Packed River Bags - MF Salmon 2012
Packed River Bags – MF Salmon 2012

Don’t check anything off the list until it is actually packed. It is far too easy to leave behind some necessary piece of gear you think you’ve packed. Resist any temptation to upset the applecart by opening a packed river bag in order to confirm if something was indeed packed. This is the reason for rigorous adherence to the checklist regimen. If it got checked off, it is in the bag. Stow floats may be the integrated solution for packing, if there is adequate room in the transport vehicles and they are robust enough to survive the rigors of out–of boat handling. I won’t risk that. The stow floats go into my river bags along with everything else going into my kayak. A fresh, unmarked checklist goes into the travel bag(s) as well. I generally end up with three separate packed bags traveling inside the vehicle: one for all gear going into the boat, one for food, and a third only for on-river paddling gear. If any food items need refrigeration, I make a note of it, perhaps on the fresh checklist, and stick it in the top of the food bag so they will be remembered to be pulled from the ice chest when packing the boat at launch.

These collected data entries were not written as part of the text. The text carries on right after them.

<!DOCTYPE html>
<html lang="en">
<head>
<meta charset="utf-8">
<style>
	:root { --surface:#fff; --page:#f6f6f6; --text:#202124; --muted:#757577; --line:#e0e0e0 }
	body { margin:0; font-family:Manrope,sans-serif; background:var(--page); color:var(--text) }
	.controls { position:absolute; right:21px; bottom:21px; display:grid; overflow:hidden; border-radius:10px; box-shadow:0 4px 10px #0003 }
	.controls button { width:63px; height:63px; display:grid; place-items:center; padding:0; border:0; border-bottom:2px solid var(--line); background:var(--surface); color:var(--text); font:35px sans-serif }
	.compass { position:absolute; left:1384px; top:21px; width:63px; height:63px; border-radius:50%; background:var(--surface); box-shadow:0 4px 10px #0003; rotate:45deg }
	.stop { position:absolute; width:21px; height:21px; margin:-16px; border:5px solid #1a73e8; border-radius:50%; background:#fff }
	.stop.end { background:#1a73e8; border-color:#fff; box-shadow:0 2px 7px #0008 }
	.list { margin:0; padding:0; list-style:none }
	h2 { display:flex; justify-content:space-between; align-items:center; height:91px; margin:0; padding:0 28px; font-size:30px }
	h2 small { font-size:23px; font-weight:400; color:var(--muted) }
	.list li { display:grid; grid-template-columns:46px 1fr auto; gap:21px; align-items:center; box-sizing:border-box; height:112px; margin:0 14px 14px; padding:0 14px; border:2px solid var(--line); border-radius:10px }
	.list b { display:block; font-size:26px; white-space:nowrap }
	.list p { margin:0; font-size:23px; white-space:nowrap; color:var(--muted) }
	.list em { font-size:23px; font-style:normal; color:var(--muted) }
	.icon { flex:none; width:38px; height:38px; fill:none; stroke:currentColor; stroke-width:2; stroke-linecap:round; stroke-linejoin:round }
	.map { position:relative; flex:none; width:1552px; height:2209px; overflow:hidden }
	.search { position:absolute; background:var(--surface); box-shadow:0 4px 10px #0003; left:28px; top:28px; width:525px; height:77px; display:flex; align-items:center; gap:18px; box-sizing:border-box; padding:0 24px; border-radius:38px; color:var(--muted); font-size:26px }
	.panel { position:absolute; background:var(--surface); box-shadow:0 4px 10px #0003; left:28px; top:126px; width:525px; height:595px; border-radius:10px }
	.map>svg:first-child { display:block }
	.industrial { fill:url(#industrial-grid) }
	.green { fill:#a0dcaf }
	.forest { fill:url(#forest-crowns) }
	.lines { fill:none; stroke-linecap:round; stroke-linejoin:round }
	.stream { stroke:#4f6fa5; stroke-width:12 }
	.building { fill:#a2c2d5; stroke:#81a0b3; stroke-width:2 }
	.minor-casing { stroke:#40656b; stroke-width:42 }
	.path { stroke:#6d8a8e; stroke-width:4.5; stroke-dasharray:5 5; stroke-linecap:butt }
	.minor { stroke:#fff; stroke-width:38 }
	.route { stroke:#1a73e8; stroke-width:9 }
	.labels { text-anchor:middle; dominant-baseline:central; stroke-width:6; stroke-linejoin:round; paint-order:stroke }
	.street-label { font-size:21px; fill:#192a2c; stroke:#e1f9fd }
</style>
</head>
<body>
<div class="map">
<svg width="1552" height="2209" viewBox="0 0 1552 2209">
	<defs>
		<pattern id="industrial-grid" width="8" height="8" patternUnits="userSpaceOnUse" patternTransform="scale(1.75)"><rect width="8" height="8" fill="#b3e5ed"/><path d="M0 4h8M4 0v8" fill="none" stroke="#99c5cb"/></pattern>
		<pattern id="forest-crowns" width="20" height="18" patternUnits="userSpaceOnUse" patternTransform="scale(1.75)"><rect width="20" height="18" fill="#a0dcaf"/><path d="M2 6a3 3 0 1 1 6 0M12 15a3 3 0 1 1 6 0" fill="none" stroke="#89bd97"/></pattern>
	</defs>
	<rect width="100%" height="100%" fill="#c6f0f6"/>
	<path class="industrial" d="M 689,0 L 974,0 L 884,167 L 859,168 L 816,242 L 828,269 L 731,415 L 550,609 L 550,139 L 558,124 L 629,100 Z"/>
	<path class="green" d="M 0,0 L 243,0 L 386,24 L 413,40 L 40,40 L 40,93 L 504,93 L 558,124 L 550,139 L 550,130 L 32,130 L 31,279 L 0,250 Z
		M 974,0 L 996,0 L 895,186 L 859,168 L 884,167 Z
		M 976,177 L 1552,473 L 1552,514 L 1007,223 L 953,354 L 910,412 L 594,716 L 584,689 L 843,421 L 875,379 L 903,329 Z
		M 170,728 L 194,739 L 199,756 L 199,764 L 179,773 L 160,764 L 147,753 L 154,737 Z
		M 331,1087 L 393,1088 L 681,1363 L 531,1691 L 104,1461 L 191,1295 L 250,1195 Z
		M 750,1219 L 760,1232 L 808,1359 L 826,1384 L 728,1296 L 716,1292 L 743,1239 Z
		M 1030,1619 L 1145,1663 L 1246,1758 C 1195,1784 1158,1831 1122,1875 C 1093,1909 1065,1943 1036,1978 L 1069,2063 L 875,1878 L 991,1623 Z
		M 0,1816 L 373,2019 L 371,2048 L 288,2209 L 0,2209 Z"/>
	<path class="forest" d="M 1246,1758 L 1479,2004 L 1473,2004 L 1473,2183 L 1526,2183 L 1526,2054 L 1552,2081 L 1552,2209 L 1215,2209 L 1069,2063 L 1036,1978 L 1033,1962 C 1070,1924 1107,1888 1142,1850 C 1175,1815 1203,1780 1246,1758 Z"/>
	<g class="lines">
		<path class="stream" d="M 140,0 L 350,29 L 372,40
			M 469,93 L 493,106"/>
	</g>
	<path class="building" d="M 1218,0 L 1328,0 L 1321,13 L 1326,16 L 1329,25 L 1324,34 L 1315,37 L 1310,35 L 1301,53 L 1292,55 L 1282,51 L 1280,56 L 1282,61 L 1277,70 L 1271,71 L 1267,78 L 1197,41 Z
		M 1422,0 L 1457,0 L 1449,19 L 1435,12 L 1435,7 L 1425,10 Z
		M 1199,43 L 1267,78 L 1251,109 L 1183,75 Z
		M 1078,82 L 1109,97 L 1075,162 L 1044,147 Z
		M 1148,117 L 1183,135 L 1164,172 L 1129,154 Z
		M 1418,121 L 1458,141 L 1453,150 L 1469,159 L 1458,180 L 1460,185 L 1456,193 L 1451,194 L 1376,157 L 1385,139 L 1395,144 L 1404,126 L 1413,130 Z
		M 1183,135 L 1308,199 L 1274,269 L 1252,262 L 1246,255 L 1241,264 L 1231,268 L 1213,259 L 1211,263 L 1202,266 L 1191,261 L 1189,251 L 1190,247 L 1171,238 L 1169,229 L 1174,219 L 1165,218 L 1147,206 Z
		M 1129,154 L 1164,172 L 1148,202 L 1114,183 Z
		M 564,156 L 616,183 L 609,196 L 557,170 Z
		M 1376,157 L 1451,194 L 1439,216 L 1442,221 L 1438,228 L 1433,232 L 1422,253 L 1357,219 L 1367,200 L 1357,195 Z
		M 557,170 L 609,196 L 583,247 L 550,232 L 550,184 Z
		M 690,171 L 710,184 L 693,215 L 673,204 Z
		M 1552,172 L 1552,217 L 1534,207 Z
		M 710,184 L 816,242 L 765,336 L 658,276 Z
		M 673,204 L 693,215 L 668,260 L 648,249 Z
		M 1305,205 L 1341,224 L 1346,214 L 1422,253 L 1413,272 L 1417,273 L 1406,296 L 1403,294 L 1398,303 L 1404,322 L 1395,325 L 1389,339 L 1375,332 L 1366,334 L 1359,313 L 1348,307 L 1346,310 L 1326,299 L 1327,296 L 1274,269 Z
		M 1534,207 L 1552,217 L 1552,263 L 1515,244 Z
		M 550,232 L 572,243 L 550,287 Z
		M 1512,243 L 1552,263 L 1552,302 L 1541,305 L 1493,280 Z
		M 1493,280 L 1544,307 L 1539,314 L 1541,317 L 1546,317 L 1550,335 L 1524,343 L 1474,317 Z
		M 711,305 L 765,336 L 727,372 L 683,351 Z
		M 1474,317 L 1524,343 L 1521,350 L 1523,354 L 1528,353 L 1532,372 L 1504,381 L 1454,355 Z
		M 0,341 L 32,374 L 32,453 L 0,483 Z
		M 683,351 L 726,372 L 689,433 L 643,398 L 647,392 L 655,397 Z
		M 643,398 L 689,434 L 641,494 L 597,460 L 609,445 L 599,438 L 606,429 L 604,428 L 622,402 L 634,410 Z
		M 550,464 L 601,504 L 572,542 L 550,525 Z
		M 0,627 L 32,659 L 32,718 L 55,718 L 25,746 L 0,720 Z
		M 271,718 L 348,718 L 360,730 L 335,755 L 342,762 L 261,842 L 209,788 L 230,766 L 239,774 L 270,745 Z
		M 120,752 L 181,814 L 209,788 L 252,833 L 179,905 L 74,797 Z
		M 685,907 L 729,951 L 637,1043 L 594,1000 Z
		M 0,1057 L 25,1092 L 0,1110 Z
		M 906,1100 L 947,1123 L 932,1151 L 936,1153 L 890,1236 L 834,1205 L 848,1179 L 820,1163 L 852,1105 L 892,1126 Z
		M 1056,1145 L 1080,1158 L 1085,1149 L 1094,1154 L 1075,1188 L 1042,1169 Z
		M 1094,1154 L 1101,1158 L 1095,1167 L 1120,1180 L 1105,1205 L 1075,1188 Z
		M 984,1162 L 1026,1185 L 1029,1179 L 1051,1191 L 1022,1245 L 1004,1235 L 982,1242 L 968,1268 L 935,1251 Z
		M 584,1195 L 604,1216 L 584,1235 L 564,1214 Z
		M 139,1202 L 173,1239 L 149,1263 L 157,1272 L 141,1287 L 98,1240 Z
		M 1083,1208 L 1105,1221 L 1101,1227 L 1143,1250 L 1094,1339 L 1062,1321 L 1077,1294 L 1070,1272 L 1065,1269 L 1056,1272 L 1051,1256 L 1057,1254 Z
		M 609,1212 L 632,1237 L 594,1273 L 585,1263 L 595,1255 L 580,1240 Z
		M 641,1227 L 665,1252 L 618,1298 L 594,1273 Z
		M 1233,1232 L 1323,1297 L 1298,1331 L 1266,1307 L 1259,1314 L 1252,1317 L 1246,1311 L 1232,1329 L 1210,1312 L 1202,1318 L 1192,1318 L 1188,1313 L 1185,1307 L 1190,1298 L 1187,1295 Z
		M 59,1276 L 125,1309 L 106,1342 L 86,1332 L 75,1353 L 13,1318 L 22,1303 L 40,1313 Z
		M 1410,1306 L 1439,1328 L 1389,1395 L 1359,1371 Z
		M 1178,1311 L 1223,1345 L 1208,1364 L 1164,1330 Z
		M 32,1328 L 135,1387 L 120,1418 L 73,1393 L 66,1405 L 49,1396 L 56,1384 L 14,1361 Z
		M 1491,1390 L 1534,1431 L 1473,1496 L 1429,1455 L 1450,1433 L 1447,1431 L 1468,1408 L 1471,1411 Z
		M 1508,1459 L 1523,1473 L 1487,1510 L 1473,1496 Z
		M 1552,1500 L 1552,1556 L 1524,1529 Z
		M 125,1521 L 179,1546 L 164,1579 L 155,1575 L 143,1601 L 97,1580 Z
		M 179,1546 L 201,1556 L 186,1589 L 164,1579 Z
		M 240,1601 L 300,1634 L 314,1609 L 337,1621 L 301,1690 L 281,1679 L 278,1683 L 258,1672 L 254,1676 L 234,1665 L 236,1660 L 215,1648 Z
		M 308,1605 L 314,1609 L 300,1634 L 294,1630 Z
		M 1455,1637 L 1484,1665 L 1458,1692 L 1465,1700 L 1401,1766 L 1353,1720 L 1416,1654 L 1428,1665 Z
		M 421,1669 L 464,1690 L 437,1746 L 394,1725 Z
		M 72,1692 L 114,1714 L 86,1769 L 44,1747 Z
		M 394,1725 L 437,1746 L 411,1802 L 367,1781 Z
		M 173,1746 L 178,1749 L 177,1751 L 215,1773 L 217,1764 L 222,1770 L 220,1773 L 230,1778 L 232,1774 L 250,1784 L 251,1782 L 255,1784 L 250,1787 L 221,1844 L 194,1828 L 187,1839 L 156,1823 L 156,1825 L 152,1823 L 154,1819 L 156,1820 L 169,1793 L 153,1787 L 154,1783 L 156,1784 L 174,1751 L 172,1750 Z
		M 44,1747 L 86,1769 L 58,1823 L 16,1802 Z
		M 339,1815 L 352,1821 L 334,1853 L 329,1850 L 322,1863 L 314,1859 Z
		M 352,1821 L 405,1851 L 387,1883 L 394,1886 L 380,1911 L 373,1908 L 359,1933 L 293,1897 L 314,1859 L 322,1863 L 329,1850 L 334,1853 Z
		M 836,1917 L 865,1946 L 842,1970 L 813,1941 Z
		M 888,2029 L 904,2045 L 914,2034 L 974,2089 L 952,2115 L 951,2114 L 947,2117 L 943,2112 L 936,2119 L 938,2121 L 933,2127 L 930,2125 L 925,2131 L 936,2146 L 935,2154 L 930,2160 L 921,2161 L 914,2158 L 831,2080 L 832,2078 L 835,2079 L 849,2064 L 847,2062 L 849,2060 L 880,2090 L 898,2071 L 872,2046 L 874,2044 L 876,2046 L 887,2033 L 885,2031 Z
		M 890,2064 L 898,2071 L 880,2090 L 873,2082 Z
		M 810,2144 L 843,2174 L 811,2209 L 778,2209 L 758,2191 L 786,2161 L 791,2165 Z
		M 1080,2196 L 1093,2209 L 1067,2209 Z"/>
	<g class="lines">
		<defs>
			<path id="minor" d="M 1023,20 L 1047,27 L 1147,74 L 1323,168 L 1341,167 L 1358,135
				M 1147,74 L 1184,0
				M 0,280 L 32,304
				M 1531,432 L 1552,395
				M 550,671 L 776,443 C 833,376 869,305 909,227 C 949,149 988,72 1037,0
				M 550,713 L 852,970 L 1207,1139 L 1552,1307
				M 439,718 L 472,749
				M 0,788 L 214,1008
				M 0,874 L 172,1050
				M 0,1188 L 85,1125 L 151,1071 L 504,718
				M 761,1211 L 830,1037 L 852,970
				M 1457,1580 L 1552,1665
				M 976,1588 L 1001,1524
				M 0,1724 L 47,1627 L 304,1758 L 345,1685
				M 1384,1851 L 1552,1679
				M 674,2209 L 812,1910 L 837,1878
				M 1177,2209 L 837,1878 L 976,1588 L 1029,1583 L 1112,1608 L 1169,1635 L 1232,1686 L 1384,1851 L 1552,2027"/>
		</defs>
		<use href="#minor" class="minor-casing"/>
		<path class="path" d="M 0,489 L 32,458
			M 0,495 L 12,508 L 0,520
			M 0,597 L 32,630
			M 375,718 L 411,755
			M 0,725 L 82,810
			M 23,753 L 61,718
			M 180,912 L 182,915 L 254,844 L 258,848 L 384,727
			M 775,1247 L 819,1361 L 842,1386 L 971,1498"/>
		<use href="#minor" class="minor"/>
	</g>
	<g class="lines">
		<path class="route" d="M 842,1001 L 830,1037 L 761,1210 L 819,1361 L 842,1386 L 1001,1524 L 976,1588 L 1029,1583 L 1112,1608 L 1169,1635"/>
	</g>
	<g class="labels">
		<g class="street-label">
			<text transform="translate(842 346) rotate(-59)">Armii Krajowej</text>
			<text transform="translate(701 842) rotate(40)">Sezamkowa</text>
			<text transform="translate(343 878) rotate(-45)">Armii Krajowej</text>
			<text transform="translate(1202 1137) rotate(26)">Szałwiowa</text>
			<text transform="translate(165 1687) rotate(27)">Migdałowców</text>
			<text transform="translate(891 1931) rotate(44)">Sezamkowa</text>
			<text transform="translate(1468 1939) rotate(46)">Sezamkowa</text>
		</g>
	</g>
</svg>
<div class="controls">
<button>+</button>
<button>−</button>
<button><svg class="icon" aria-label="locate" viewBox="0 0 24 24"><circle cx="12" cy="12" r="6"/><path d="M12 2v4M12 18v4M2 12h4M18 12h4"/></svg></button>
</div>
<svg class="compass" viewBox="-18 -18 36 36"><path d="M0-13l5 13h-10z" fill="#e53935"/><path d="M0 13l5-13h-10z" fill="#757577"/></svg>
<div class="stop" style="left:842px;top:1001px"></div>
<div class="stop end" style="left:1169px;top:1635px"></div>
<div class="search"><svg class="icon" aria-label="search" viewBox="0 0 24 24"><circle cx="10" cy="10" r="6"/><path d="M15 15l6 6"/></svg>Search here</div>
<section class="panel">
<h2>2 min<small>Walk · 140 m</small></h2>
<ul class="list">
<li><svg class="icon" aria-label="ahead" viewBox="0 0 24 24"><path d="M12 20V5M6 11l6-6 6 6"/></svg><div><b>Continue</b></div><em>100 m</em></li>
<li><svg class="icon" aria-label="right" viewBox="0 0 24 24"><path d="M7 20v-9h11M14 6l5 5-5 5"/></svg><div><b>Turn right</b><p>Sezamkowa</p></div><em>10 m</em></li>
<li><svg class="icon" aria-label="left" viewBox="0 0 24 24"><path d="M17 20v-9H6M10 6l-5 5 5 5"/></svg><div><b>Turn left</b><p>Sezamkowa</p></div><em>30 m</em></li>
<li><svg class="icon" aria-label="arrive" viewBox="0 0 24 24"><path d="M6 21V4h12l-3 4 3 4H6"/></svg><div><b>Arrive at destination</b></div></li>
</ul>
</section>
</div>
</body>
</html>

It is often surprising how cool items can be kept within your boat near the bottom of the hull, within snowmelt watersheds.

LAST CHANCE

Night Before MF Salmon 2000
Making a list, checking it twice… (photo by Mary)

The river launch site, while not optimum, will almost certainly be the last opportunity, if at all, to replace any forgotten or broken gear once on river. I use the fresh copy of my checklist to check everything into my stow floats and kayak as I load them. At this point I am as sure as possible that everything intended for my trip is going with me.